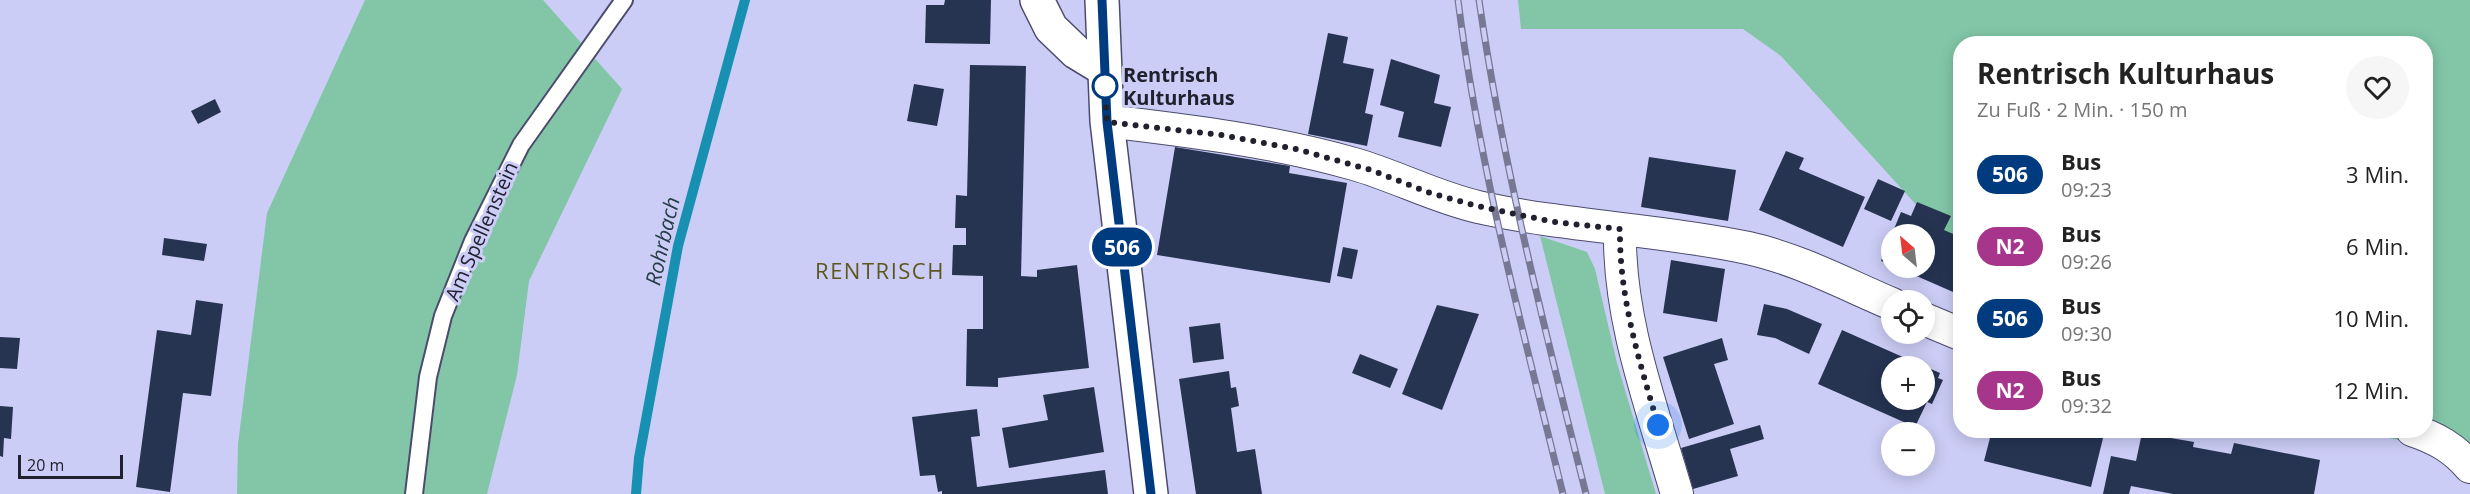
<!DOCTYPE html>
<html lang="de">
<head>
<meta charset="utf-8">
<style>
	body { margin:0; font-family:"Open Sans",sans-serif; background:#f6f6f6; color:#222; height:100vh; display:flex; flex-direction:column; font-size:22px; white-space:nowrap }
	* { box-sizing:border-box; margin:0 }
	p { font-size:20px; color:#767676 }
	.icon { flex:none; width:33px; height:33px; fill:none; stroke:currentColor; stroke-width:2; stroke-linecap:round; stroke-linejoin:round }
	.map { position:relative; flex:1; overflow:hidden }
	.drawer { position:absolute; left:1953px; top:36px; width:480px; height:402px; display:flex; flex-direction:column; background:#fff; border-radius:24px; box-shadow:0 3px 15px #0003 }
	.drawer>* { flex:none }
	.badge { padding:0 12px; border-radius:20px; font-size:21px; line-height:39px }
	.needle { width:39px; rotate:332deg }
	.fabs { position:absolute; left:1881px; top:224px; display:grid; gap:12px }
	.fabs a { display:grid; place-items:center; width:54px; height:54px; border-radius:50%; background:#fff; box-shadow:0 3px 15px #0003; font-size:30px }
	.scale { position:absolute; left:18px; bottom:15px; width:105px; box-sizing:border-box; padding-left:6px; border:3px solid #20202f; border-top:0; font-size:16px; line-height:21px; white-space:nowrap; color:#20202f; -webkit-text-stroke:4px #cccdf6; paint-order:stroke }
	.you { position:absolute; width:30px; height:30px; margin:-15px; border:4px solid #fff; border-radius:50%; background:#1a73e8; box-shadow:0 0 0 9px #1a73e833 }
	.map>.badge { position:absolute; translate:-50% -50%; box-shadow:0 0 0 3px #fff }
	.round { display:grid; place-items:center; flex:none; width:63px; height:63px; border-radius:32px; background:#f6f6f6 }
	.summary { display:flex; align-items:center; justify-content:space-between; height:102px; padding:0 24px }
	h1 { font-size:28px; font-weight:700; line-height:45px }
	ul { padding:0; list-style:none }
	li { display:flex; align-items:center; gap:18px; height:72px; padding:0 24px }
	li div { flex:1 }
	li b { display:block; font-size:22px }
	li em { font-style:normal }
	li .badge { min-width:66px; font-weight:700; text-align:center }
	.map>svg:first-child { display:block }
	.green { fill:#82c6a7 }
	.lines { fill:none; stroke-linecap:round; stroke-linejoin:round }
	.stream { stroke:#1890b2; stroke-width:10 }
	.building { fill:#263452 }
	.service-casing { stroke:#4b4b6d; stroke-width:20 }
	.minor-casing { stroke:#4b4b6d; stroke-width:34 }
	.tertiary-casing { stroke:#4b4b6d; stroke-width:36 }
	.secondary-casing { stroke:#4b4b6d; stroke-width:36 }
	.service { stroke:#fff; stroke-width:16 }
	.minor { stroke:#fff; stroke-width:32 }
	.tertiary { stroke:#fff; stroke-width:33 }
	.secondary { stroke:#fff; stroke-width:33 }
	.rail-casing { stroke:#787895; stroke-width:7 }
	.rail { stroke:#cccdf6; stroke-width:4.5; stroke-dasharray:14; stroke-linecap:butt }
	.line-casing { stroke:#fff; stroke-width:14 }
	.line { stroke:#003b80; stroke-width:9 }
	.walk { stroke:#20202f; stroke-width:6; stroke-dasharray:0 10.8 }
	.stop-dot { fill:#fff; stroke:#003b80; stroke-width:3 }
	.labels { text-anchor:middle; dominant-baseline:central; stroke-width:6; stroke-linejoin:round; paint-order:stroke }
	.stop-label { font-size:20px; font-weight:bold; fill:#20202f; stroke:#cccdf6; text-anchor:start }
	.street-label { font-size:20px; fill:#20202f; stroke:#cccdf6 }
	.water-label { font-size:21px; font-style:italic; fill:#253d46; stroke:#cccdf6 }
	.quarter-label { font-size:22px; letter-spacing:1.5px; fill:#5d571b; stroke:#cccdf6 }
</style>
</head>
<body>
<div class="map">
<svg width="2470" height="494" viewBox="0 0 2470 494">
	<rect width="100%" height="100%" fill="#cccdf6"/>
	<!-- green -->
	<path class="green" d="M365,0H543L622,89L529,281L517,375L487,494H237L238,444L267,213Z
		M1518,0H2470V453L2350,431L2426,430V44H1960V253L1781,56L1743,29H1521Z
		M1540,236L1587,252L1595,269L1617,363L1656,494H1605Z"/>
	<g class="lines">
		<!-- stream -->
		<path class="stream" d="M636,494L639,458L678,246L745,0"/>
	</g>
	<!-- building -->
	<path class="building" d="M945,0H991L990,44L925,43L926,5H944Z
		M1328,33L1348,37L1343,63L1374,69L1365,113L1373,115L1367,146L1308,134Z
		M1391,59L1440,75L1434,103L1451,107L1441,147L1398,137L1404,112L1380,105Z
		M970,65L1026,66L1021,276L1037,277V270L1077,265L1089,368L998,378V387L966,386L967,329H983V276L952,275L953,245H966V228H955L956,195L967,196Z
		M914,84L944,89L937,126L907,121Z
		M215,99L221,112L198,124L191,111Z
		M1175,147L1290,166L1289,173L1347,183L1330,283L1157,255Z
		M1786,151L1804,158L1799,169L1865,197L1843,247L1759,210Z
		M1649,157L1736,170L1728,221L1641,207Z
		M1878,179L1905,191L1891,221L1864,209Z
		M1917,202L1951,216L1944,230L1960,237V295L1896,267H1924V234H1892L1901,212L1911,216Z
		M1891,235H1892V265L1881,261Z
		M164,238L207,244L204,261L162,255Z
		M1343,247L1358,250L1352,279L1337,276Z
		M1671,260L1725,269L1717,322L1663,313Z
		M196,300L223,304L211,396L183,393L170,492L136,487L157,330L191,335Z
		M1764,304L1787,309L1822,324L1809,354L1775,338L1757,335Z
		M1437,305L1479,314L1442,410L1402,394Z
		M1220,323L1224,359L1193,363L1189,327Z
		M1842,330L1923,366H1892V399H1924V366L1940,373L1938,378L1943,380L1932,404L1927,402L1915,427L1818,384Z
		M0,337L20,338L17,369L0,368Z
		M1722,338L1728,360L1714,364L1734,424L1689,439L1663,357Z
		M1360,354L1398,369L1390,388L1352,373Z
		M1229,371L1231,388L1236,387L1239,406L1231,408L1237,452L1255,449L1262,494H1196L1179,379Z
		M1094,387L1104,452L1009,468L1002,428L1048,420L1043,395Z
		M1960,400V420L1954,418Z
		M0,406L13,407L11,439L4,438L3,457L0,456Z
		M977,409L980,436L971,437L977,487L1105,470L1108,494H942V491L938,492L935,475L920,476L912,417Z
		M1760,425L1764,439L1730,449L1738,476L1693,489L1681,448Z
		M1992,430H2105L2091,487L1984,461Z
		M2142,433L2194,442L2193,447L2231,454L2234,443L2320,460L2314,494H2173L2131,486L2129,494H2103L2111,456L2136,461Z"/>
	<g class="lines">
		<defs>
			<path id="service" d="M414,494L428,377L443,316L473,241L521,145L624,0"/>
			<path id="minor" d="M1107,121C1191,131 1273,141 1354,164C1396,176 1435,197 1478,207C1567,227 1659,229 1748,248C1798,259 1845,284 1892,304
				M1620,229C1618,320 1652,407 1677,494
				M1924,319L1960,334
				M2412,430C2436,438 2454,448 2470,467"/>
			<path id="tertiary" d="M1037,0L1051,28L1076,52L1104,69"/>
			<path id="secondary" d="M1102,0L1107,121L1151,494"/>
		</defs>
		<!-- service casing -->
		<use href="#service" class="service-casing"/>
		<!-- minor casing -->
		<use href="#minor" class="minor-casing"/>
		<!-- tertiary casing -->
		<use href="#tertiary" class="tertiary-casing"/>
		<!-- secondary casing -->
		<use href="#secondary" class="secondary-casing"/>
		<!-- service -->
		<use href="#service" class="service"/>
		<!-- minor -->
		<use href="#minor" class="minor"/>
		<!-- tertiary -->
		<use href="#tertiary" class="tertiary"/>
		<!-- secondary -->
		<use href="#secondary" class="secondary"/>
		<defs>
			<path id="rail" d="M1458,0C1479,167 1523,331 1563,494
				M1479,0C1503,167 1545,330 1586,494"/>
		</defs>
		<!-- rail casing -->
		<use href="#rail" class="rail-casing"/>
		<!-- rail -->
		<use href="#rail" class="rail"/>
	</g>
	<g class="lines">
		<defs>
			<path id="line" d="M1102,0L1107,122L1151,494"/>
		</defs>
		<!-- line casing -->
		<use href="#line" class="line-casing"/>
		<!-- line -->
		<use href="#line" class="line"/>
		<!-- walk -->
		<path class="walk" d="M1105,86L1107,122L1221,135L1296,149L1371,170L1430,193L1477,206L1554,222L1620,229C1619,297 1639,360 1658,425"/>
	</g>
	<!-- markers -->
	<circle class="stop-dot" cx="1105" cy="86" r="12"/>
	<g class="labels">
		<!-- stop labels -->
		<g class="stop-label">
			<text x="1123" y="74">Rentrisch<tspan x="1123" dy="23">Kulturhaus</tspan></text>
		</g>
		<!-- street labels -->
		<g class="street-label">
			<text transform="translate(481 231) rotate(-66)">Am Spellenstein</text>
		</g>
		<!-- water labels -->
		<g class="water-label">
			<text transform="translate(662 241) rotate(-77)">Rohrbach</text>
		</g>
		<!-- quarter labels -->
		<g class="quarter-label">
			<text x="880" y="270">RENTRISCH</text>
		</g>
	</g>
</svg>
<div class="fabs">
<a><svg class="needle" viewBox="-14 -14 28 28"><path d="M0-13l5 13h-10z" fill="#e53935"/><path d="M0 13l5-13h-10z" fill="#767676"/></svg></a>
<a><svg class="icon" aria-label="locate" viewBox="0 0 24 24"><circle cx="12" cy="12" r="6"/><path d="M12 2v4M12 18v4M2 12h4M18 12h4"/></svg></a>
<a>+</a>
<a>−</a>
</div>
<div class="scale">20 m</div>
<div class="you" style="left:1658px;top:425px"></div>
<b class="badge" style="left:1122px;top:247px;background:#003b80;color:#fff">506</b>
<section class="drawer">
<div class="summary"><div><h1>Rentrisch Kulturhaus</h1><p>Zu Fuß · 2 Min. · 150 m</p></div><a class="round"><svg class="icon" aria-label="heart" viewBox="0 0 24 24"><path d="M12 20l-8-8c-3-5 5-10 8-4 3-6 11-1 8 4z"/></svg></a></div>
<ul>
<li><span class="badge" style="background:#003b80;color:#fff">506</span><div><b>Bus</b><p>09:23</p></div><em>3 Min.</em></li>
<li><span class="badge" style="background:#a7358b;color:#fff">N2</span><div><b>Bus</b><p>09:26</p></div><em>6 Min.</em></li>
<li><span class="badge" style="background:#003b80;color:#fff">506</span><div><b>Bus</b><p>09:30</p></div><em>10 Min.</em></li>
<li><span class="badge" style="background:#a7358b;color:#fff">N2</span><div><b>Bus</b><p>09:32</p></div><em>12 Min.</em></li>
</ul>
</section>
</div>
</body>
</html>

◇ ◇ ◇

- WORK TO BE COMPLETED -
All lines above that hold the string "fabs" should be copied.

- SOLUTION FOR THIS TASK -
	.fabs { position:absolute; left:1881px; top:224px; display:grid; gap:12px }
	.fabs a { display:grid; place-items:center; width:54px; height:54px; border-radius:50%; background:#fff; box-shadow:0 3px 15px #0003; font-size:30px }
<div class="fabs">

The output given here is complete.